Als sie einander losließen und sich aufrichteten, sahen sie, daß Sol und der Namenlose bereits heiße Steine gepackt hatten. Die zwei Männer sprangen auf die Gitter zu und erklommen sie eilig, die tödlichen Steine in die Gürtelbänder gesteckt. Das war eine Kunst, die der Herr früher nicht beherrscht hatte. Als die anderen Wachen entdeckten, was da eigentlich vor sich ging, waren sie schon oben.

Der Herr schleuderte einen Stein gegen eine Wand. »Hört!« schrie er. Var hörte das fieberhafte Klappern der Irren-Klick-Kästchen. Dann Schreie, die von Entsetzen und Überraschung kündeten.

Der Herr fing nun an, das vordere Gitter hochzukurbeln. Var sah, daß die Gegengewichte sich senkten und daß der Weg frei wurde.

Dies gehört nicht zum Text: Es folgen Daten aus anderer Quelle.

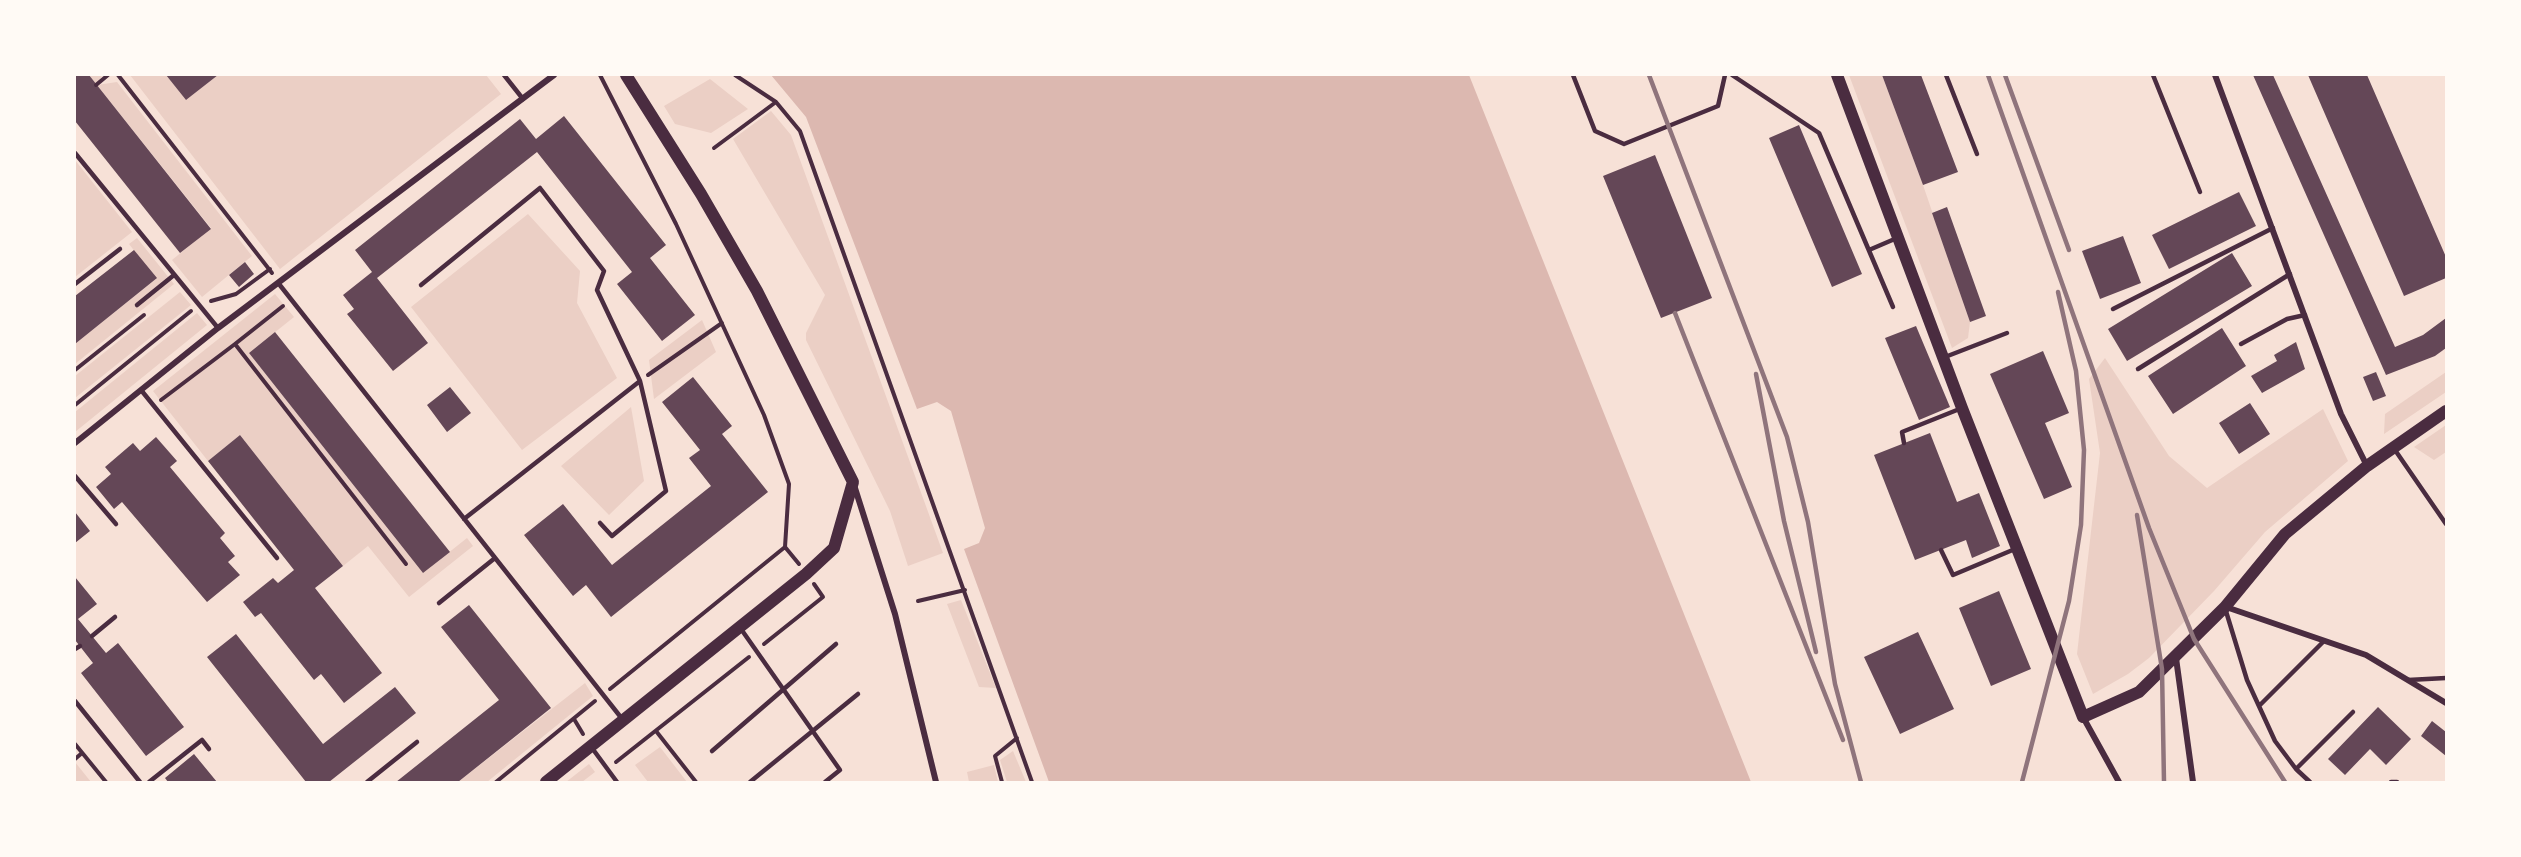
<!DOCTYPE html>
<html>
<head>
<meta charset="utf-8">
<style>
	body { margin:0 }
	#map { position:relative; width:2521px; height:857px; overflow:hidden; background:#f7e1d7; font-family:Inter,sans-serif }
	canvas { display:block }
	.frame { position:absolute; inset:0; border:76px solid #fffaf5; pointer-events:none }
</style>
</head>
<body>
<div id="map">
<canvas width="2521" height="857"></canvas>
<div class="frame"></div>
</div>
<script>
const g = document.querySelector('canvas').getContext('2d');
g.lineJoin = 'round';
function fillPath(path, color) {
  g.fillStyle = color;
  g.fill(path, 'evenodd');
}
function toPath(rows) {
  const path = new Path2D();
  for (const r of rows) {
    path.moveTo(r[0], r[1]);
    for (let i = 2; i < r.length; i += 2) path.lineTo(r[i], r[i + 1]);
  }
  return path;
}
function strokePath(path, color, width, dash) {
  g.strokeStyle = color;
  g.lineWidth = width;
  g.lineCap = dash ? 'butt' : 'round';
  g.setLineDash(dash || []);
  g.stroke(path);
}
const green = toPath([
	[89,75,102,75,97,85,117,82,252,256,202,297,172,260,211,228],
	[130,75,166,75,186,100,218,75,486,75,501,94,280,269],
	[1849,75,1882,75,1923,185,1970,322,1968,338,1952,348],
	[710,79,748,109,711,133,675,124,664,106],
	[771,111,791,135,943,553,908,566,890,511,806,340,806,333,825,295,733,139],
	[75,160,132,232,75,277],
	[528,214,580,271,577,303,617,378,522,450,411,307],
	[137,238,174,284,75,364,75,344,156,279,129,244],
	[180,292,191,305,75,398,75,376],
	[275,294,294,317,249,353,423,573,467,538,473,546,409,597,368,546,343,566,240,435,208,461,153,391],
	[197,313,207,325,75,432,75,412],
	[702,320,716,352,654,399,649,360],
	[2105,358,2169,456,2207,488,2323,409,2348,461,2265,532,2214,591,2149,658,2128,674,2093,694,2077,654,2100,453,2089,379],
	[2446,372,2446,392,2384,434,2385,414],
	[631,407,644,481,609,515,561,466],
	[2446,425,2446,452,2434,460,2414,447],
	[961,600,996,688,979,687,947,604],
	[585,683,593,696,487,782,458,782],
	[660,747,687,782,648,782,635,765],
	[1013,751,1026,782,1007,782,1000,760],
	[75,762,91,782,75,782],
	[589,764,595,772,582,782,566,782],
	[994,765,998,782,969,782,967,772]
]);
const water = toPath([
	[771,75,1469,75,1751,782,1049,782,964,549,979,543,985,528,951,411,937,402,917,409,806,117]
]);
const building = toPath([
	[75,75,89,75,211,229,180,253,75,121],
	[166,75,218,75,186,100],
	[1882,75,1921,75,1958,172,1923,185],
	[2253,75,2273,75,2395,347,2423,335,2446,318,2446,348,2435,356,2386,375],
	[2308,75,2367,75,2446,257,2446,278,2404,296],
	[564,116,666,245,650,258,695,315,662,341,617,284,632,272,537,152,377,278,428,343,393,371,347,314,354,309,343,295,372,272,355,250,520,119,536,139],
	[1799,125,1862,274,1832,287,1769,138],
	[1655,155,1712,298,1661,318,1603,176],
	[2239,192,2256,226,2169,269,2152,235],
	[1947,207,1986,316,1970,322,1932,213],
	[2123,236,2141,283,2100,299,2082,251],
	[134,250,157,278,75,344,75,296],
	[2232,253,2252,286,2127,361,2108,329],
	[245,262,254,274,239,287,229,275],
	[1916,326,1950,407,1919,420,1885,338],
	[2222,328,2246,366,2173,414,2148,376],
	[275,332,450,552,423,573,249,353],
	[2296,342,2305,369,2262,393,2251,376,2277,361,2274,355],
	[2043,351,2069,413,2045,423,2072,487,2044,499,1990,374],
	[2376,372,2386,396,2373,401,2363,377],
	[693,377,732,426,722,434,768,492,611,617,586,585,573,596,524,535,563,504,612,565,711,486,689,458,700,450,662,402],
	[450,387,471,413,447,432,427,405],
	[2250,403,2270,434,2239,454,2219,423],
	[1930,433,1957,502,1979,493,2000,546,1972,558,1966,540,1915,560,1874,455],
	[240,435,343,566,315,588,382,673,344,703,321,674,314,680,261,613,255,617,243,602,273,578,278,583,294,570,208,461],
	[156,437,177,461,170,467,225,533,220,538,235,556,228,562,240,575,207,602,122,502,114,509,96,487,111,474,105,467,133,443,140,451],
	[75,512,90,531,75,543],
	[75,577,97,604,78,619,106,653,118,643,184,727,146,756,81,673,93,663,75,640],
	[1999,591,2031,669,1991,686,1959,608],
	[469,605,551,708,458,782,396,782,499,700,441,627],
	[1918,632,1954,709,1900,734,1864,657],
	[236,634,323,744,395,687,416,713,329,782,306,782,207,657],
	[2378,707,2411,739,2386,765,2370,749,2345,775,2328,759],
	[2432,721,2446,732,2446,756,2421,736],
	[194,754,217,782,168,782,165,778]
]);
const path = toPath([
	[118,75,272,273],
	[600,75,676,224,764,415,789,484,785,547,799,564],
	[735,75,776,102,800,131,1032,782],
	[96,85,108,75],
	[714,148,776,102],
	[211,301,236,294,270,269],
	[283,306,235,344,406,564],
	[75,370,144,315],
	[648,375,722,323],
	[161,400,235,344],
	[75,405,191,311],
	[918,601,965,590],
	[764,644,823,597,814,584],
	[610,689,785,547],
	[574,719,583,734],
	[656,731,696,782],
	[75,744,106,782],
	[75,759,82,753],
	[616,762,749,657],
	[496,782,595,701],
	[1002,782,995,756,1017,738]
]);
const service = toPath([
	[504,75,523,99],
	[1573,75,1595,131,1624,144,1718,106,1725,75],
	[1732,75,1819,133,1893,307],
	[1946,75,1977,154],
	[2153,75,2200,192],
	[75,153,218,328],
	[1869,250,1897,238],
	[75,284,120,249],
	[279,284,623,720],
	[421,285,540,188,604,271,597,290,640,381],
	[137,305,174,275],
	[2113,309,2273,228],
	[2241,344,2287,319,2305,315],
	[1945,357,2007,333],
	[2138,369,2290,274],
	[141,390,277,558],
	[1904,443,1902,432,1962,408],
	[2395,450,2446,524],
	[75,476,116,524],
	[464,519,640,381,666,491,612,536,600,523],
	[1941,550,1953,575,2015,549],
	[439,603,495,558],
	[2225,608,2247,680,2275,741,2296,769,2353,712],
	[741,629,840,770,825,782],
	[92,636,115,617],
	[75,649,80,646],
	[2408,680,2446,678],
	[75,701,140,782],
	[2259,706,2324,641],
	[592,748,617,782],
	[712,751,836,644],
	[2296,769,2310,782],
	[149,782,202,740,209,749],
	[367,782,417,742],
	[750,782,858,694],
	[2391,782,2397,782]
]);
const minor = toPath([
	[2215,75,2341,414,2367,466],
	[75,443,218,328,554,75],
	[854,485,895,614,936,782],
	[2226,607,2366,655,2446,703],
	[2176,658,2193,782],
	[2083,717,2119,782]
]);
const secondary = toPath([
	[1837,75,1962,408,2083,717,2139,692,2225,607,2285,534,2367,466,2446,411],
	[546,782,806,574,834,548,853,482,757,291,701,194,626,75]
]);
const rail = toPath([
	[1649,75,1787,437,1808,522,1835,684,1861,782],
	[1988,75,2149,528,2194,639,2285,782],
	[2005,75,2069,250],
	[1675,313,1843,740],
	[1756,374,1784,521,1816,652],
	[2137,515,2162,669,2164,782],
	[2022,782,2069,601,2081,525,2084,450,2076,371,2058,292]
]);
fillPath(green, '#ebcfc5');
fillPath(water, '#dcb8b0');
fillPath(building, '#644757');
strokePath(path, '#4a2c40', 4);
strokePath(service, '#4a2c40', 4.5);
strokePath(minor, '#4a2c40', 6);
strokePath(secondary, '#4a2c40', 12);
strokePath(rail, '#8f747c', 4.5);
</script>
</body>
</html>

»Los!« rief der Herr von oben. Ohne Überlegung gehorchte Var. Er setzte sich ans Steuer, Soli neben ihn. Der Motor lief. Er war gar nicht erst abgestellt worden. Der Herr hatte alles bis ins Detail geplant.

Der Weg war frei, und er fuhr los. Das Dach des Führerhauses streifte die Stäbe. Dann waren sie frei.

Und als es den Nordhang bergab ging, da hörte es Var hinter sich krachen. Der Herr hatte ganz plötzlich das Gitter fallen lassen. Womöglich hatte er das Seil mit den Gegengewichten durchgeschnitten, so daß sich die Schranke ohne komplizierte Reparaturen nicht mehr heben ließ. Sie waren also sicher vor einer etwaigen Verfolgung durch Fahrzeuge.

In sicherer Entfernung von der Festung trat Var auf die Bremse. »Das ist nicht richtig«, sagte er. Er hatte nun sein Gleichgewicht wiedergefunden. »Ich sollte eigentlich dort hinten sein.«

»Nein«, sagte Soli. »Die beiden haben es so gewollt.«

»Aber Soli…«

»Var«, entgegnete sie.

Var starrte das Goldband an ihrem Arm an. Jetzt erst wurde ihm klar, was es bedeutete. »Ja, habe ich denn…?«

»Ja, du hast«, sagte sie.

Var verharrte lange Zeit im Schweigen. Schließlich aber sah er alles klar vor sich.

»Wir müssen zurück nach Amerika, müssen ihnen berichten, was wir wissen. Wir haben die übrige Welt gesehen und wissen nun, daß das, was wir zu Hause haben, das Beste ist. Wir dürfen es nicht zerstören durch das Imperium. Helicon muß wieder aufgebaut werden, die Nomadenstämme müssen sich wieder auflösen, die Feuerwaffen müssen abgeschafft werden. Wir werden nach Amerika gehen und es ihnen sagen.«

»Ja, mein Gatte«, sagte Soli. Sie bewunderte den neuen, machtvollen Ton in Vars Sprache.

»Denn Sos und Sol opferten sich für uns und waren am Ende wieder Freunde. Wir dürfen nicht zulassen, daß Amerika in mehrere einander bekämpfende Lager geteilt wird.«

Er legte den Arm um Soli, seine Frau, seine wilde Gefährtin. Und als vor ihnen die Schatten länger wurden, da saßen sie da und blickten nach Osten, dorthin, wo ihre lange Fahrt sie hinführen würde. Morgen begann die Heimreise.